#### [DIRECTIONS FOR THIS TASK]
Gather all lines in the entries that include the word "evenodd".

----------------

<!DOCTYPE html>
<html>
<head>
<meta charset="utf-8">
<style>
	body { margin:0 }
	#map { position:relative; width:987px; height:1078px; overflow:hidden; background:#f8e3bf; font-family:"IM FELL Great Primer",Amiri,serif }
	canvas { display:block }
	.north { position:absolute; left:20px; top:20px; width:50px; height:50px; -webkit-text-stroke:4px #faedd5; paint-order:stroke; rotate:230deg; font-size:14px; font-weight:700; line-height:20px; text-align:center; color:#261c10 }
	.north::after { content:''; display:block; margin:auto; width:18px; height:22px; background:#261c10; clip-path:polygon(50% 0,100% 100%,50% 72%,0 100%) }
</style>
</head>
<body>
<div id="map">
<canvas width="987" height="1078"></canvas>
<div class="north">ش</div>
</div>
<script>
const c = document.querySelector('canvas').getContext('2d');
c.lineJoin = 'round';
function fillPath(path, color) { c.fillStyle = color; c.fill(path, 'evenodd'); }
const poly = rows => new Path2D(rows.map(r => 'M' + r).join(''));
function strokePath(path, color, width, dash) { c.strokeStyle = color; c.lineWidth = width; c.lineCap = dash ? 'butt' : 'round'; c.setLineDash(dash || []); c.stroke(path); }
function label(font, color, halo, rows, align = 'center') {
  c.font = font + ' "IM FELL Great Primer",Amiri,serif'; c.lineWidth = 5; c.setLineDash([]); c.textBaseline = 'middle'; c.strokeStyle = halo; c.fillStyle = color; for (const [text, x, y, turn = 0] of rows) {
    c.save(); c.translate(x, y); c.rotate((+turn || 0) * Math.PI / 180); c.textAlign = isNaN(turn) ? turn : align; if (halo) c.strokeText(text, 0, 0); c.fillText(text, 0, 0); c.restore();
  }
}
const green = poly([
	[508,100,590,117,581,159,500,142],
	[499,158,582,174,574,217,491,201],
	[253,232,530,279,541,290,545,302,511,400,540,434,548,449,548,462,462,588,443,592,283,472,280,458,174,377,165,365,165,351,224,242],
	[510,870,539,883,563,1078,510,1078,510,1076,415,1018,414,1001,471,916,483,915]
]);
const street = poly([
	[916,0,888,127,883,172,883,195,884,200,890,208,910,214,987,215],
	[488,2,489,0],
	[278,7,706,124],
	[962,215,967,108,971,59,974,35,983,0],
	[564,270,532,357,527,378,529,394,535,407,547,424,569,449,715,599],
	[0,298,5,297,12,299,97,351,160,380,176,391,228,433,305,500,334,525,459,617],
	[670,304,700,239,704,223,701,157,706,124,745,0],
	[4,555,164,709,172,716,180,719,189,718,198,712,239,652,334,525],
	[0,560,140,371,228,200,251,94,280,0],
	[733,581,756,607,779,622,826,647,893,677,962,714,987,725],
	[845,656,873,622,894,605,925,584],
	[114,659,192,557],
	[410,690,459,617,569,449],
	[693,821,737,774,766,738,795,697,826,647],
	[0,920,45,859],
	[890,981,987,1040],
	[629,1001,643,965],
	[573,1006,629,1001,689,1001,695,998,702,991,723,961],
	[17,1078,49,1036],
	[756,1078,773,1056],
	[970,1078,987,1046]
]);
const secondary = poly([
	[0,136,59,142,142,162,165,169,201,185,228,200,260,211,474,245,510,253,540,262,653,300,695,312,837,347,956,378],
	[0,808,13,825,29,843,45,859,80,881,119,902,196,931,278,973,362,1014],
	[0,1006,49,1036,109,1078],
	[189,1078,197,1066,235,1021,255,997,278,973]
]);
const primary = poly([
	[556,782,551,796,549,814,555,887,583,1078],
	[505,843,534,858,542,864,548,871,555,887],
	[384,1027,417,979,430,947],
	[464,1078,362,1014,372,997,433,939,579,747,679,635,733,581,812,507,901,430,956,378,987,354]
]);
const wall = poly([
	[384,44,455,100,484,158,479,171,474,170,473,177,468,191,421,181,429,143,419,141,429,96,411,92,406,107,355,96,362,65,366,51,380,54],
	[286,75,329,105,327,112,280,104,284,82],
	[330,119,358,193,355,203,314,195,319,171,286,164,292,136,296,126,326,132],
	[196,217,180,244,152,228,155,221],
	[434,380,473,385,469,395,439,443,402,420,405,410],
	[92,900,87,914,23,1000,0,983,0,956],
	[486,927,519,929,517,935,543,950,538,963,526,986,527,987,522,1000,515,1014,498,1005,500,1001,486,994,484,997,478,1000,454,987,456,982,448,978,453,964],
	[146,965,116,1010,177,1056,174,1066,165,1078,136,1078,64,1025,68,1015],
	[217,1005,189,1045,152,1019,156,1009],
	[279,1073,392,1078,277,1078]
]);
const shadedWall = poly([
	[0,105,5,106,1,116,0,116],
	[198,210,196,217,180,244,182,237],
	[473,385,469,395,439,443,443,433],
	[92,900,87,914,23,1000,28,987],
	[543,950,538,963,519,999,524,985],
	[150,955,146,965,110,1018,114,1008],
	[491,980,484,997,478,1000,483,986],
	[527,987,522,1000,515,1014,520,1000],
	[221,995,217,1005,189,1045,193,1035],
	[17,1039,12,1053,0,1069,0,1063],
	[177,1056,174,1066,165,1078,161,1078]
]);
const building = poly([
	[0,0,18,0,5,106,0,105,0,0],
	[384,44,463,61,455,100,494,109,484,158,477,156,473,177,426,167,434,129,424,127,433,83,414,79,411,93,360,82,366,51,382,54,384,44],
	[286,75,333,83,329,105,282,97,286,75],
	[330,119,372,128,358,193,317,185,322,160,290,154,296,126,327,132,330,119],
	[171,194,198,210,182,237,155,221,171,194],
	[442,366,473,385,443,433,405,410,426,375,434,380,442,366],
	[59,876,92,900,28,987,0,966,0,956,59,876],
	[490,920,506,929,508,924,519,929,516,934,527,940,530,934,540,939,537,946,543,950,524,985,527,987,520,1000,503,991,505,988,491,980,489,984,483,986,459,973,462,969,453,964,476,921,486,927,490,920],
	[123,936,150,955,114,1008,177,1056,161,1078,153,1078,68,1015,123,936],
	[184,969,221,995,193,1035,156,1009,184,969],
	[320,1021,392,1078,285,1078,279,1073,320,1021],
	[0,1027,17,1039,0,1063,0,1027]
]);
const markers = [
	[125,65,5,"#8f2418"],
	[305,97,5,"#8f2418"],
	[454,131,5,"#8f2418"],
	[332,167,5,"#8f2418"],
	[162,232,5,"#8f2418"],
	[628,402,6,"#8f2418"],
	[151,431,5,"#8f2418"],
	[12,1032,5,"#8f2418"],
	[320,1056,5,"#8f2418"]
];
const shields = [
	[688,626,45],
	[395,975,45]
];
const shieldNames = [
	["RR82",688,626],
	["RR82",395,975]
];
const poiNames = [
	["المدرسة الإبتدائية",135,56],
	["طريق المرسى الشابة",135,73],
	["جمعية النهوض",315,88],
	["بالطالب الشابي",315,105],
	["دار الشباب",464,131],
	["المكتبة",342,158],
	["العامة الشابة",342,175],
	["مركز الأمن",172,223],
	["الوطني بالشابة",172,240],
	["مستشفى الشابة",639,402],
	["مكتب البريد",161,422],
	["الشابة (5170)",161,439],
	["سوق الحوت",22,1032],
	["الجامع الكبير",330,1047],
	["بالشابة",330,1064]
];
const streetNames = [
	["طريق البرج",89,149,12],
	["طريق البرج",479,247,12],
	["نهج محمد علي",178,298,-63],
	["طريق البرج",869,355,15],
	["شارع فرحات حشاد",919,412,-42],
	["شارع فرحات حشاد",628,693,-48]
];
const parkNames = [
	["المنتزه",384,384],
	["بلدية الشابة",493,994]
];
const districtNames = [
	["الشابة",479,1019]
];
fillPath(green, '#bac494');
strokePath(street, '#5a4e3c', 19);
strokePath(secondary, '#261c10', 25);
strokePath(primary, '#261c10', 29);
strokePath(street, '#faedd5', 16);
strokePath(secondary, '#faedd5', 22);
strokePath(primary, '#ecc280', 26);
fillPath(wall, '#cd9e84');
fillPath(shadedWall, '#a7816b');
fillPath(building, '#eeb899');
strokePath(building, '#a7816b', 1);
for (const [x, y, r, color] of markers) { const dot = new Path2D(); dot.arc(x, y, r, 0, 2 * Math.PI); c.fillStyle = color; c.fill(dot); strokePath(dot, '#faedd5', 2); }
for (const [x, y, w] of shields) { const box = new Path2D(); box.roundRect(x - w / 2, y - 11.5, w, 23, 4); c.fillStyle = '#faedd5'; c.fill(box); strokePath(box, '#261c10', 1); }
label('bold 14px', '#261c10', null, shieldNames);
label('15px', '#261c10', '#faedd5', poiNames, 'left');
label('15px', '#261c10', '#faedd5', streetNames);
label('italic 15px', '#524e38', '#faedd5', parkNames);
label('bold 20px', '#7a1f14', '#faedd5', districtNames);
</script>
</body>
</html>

----------------

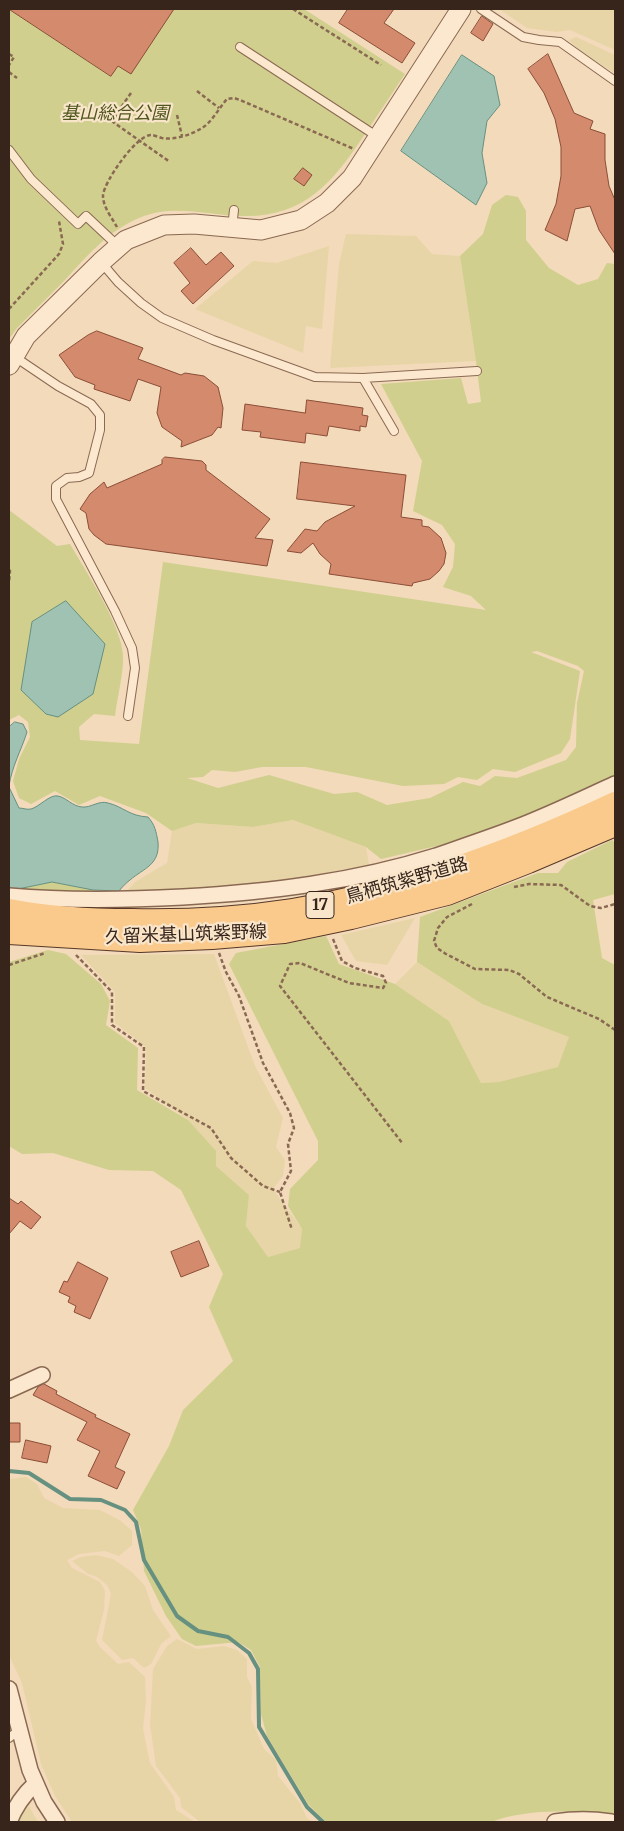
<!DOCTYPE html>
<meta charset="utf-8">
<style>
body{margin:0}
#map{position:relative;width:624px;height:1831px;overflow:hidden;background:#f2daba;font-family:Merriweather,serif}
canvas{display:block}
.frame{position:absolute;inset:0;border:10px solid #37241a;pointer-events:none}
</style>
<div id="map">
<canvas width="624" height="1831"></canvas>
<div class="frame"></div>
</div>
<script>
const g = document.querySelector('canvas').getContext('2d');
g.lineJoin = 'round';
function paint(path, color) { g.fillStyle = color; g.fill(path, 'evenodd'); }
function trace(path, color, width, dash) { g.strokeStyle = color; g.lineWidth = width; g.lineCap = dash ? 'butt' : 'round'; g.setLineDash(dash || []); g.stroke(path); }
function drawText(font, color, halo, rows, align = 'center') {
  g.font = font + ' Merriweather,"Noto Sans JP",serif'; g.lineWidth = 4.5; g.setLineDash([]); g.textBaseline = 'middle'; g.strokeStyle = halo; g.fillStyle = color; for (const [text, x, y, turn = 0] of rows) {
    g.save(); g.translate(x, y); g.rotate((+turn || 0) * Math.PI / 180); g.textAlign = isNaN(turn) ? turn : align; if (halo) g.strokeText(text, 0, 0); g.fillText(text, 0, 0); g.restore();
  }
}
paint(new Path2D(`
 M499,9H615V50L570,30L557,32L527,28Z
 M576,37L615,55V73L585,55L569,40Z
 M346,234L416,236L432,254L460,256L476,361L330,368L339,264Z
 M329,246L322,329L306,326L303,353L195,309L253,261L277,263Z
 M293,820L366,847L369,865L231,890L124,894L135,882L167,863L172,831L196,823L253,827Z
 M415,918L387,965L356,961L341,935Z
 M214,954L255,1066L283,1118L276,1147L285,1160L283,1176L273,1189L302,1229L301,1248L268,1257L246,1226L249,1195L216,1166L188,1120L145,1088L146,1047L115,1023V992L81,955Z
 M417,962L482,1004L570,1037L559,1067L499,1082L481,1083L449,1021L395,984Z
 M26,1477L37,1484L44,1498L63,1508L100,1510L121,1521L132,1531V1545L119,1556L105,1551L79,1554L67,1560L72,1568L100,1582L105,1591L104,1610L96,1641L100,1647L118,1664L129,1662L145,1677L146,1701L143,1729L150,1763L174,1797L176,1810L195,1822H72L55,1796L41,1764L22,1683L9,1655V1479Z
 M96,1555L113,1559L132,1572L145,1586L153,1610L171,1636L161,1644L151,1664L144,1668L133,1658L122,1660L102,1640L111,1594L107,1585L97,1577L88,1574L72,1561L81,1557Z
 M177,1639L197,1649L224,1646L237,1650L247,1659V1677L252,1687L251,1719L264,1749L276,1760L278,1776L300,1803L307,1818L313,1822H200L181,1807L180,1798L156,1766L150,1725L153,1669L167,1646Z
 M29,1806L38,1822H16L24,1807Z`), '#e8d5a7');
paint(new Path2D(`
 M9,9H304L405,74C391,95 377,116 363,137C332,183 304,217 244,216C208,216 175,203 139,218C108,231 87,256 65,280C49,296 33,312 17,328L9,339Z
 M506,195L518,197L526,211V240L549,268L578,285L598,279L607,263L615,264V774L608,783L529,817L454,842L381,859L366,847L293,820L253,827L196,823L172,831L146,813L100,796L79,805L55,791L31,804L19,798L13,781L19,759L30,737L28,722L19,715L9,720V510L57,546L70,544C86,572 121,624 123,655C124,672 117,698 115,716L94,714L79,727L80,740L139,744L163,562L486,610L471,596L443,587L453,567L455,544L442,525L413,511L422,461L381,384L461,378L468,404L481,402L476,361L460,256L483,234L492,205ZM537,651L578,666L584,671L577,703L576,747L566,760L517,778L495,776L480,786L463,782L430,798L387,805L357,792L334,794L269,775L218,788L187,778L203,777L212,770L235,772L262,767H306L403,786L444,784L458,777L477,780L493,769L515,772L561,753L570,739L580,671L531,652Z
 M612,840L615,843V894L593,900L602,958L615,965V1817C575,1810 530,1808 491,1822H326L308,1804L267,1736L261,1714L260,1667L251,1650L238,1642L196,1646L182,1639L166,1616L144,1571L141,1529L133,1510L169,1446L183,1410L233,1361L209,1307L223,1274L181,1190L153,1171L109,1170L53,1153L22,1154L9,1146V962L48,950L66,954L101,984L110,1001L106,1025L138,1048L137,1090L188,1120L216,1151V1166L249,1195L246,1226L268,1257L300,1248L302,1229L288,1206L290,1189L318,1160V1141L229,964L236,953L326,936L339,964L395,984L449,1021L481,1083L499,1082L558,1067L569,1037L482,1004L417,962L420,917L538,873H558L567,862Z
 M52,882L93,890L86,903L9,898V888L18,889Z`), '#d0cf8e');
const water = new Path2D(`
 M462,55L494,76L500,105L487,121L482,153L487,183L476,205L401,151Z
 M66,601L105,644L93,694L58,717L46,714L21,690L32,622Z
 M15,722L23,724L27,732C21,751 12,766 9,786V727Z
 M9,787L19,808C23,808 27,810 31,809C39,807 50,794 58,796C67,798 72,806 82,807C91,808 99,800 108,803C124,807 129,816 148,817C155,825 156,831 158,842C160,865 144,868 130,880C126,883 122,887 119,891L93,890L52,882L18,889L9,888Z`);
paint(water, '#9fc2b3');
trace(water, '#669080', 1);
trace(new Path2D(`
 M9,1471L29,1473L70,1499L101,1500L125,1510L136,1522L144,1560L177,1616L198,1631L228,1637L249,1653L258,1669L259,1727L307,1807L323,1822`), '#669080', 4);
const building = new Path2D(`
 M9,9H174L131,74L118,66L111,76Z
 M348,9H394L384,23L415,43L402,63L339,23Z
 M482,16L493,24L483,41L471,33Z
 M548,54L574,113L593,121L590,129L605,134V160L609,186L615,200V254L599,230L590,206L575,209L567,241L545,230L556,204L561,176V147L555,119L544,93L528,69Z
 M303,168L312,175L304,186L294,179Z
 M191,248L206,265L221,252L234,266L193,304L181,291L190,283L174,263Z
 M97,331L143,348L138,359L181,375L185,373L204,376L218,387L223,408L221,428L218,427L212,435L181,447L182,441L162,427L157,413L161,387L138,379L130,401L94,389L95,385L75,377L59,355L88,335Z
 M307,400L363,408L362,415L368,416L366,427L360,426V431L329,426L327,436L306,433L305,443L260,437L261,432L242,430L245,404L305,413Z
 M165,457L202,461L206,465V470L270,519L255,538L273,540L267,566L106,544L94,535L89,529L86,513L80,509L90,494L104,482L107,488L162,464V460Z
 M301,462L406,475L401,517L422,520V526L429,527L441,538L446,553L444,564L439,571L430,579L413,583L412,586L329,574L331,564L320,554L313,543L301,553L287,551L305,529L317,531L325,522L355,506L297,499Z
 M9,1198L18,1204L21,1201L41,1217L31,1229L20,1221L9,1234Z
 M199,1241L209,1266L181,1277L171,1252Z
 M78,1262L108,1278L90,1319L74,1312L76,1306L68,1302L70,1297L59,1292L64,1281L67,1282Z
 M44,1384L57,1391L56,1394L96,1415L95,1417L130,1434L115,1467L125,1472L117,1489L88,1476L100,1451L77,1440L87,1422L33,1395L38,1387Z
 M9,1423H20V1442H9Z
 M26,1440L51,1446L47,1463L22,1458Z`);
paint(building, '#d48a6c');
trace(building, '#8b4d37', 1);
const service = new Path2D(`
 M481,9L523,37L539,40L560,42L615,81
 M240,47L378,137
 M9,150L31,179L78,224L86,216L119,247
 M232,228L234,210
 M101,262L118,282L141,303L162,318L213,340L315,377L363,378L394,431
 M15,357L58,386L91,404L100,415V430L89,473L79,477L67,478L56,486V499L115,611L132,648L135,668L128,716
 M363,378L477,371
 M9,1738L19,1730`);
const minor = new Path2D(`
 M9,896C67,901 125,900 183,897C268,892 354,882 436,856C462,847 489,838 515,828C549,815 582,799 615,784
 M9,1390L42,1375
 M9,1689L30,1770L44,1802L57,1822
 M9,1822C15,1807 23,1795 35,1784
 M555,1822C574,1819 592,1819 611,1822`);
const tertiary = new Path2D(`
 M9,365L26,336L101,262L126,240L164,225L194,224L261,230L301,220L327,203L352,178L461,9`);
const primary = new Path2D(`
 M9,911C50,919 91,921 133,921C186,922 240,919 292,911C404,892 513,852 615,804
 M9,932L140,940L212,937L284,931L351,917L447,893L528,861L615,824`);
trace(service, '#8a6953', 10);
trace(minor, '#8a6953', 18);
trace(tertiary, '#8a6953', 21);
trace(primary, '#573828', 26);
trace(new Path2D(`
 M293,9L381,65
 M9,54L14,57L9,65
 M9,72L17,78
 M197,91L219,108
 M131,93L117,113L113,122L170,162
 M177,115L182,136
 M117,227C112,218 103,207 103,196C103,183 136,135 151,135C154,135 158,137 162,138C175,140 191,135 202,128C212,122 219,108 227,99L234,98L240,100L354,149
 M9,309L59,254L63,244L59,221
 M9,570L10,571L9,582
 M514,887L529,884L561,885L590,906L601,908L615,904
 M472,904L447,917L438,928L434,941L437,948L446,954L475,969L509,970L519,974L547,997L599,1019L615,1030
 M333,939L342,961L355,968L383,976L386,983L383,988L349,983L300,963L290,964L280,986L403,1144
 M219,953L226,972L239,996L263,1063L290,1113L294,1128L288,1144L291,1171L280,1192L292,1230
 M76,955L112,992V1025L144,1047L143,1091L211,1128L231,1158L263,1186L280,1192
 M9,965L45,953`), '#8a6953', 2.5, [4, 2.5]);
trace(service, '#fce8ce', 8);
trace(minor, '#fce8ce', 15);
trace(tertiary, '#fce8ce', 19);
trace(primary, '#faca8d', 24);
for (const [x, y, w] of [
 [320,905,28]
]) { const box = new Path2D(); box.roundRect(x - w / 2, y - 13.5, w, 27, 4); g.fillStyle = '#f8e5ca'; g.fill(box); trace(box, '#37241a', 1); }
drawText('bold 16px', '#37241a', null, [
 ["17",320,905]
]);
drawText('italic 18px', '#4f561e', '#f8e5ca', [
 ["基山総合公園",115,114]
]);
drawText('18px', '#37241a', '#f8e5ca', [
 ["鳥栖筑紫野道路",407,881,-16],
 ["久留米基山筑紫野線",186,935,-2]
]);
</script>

----------------

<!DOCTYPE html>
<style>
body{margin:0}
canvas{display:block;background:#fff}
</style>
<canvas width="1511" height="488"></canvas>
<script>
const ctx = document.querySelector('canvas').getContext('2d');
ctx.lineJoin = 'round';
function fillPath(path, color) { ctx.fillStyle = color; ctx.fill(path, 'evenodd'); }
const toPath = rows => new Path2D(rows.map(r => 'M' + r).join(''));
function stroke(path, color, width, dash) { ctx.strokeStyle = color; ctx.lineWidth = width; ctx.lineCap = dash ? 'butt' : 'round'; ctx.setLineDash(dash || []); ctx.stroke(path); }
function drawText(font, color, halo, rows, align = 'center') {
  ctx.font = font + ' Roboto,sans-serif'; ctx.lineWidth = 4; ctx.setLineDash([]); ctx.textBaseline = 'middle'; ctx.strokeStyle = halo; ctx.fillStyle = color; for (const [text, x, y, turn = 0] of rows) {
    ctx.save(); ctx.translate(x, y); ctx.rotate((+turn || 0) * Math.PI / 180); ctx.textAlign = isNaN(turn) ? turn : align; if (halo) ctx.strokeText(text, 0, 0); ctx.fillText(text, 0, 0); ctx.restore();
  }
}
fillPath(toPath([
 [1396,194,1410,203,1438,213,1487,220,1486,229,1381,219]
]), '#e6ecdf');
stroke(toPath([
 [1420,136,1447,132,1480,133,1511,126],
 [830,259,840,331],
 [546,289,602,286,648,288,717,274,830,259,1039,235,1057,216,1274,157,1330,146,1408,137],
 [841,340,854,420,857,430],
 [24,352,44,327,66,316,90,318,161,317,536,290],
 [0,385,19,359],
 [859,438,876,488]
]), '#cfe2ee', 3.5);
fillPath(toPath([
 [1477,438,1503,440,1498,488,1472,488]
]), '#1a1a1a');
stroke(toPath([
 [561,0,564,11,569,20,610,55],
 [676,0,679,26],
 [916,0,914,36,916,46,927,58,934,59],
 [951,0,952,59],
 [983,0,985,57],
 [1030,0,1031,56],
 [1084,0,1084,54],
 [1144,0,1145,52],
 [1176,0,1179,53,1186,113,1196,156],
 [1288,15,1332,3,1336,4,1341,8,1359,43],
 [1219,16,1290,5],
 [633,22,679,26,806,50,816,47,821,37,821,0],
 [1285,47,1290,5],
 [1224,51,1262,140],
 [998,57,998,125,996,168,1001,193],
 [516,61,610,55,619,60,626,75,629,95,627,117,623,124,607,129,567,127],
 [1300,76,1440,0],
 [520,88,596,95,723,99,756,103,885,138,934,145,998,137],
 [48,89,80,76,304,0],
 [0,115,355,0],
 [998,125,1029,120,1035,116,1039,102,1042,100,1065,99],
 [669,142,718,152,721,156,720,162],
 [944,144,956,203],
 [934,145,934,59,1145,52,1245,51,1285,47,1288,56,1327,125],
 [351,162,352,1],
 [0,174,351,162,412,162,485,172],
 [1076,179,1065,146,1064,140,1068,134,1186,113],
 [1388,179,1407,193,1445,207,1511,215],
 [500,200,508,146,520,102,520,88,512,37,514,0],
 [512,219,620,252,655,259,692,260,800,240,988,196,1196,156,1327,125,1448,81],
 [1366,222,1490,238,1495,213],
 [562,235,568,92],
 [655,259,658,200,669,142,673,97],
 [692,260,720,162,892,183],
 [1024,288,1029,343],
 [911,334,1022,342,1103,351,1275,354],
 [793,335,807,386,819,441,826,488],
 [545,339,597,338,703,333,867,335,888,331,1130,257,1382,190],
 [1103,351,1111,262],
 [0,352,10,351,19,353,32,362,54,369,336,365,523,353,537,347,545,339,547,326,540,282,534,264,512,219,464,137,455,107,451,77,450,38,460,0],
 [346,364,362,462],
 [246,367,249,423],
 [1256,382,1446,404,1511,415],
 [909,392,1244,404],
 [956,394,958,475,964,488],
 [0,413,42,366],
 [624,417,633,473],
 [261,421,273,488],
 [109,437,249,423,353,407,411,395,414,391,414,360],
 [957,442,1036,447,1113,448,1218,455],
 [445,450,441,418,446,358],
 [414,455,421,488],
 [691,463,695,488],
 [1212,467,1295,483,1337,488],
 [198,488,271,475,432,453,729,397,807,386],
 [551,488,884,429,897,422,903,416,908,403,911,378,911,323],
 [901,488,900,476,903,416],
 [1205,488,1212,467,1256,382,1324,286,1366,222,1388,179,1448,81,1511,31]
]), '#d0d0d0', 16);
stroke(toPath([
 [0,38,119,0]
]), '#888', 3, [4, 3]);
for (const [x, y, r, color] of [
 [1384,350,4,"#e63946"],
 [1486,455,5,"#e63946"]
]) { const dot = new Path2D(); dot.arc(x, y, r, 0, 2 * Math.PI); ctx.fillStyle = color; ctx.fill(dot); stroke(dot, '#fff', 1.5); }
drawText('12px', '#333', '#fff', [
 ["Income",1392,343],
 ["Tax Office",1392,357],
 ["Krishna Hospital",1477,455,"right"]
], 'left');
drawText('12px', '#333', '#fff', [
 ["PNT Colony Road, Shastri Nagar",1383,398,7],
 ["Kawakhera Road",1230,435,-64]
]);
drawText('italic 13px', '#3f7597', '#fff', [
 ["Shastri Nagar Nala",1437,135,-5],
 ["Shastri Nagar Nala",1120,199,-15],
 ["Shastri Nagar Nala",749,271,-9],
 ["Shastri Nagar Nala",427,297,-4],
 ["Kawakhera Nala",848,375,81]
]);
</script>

----------------

#### [RESPONSE FOR THIS EXERCISE]
function fillPath(path, color) { c.fillStyle = color; c.fill(path, 'evenodd'); }
function paint(path, color) { g.fillStyle = color; g.fill(path, 'evenodd'); }
function fillPath(path, color) { ctx.fillStyle = color; ctx.fill(path, 'evenodd'); }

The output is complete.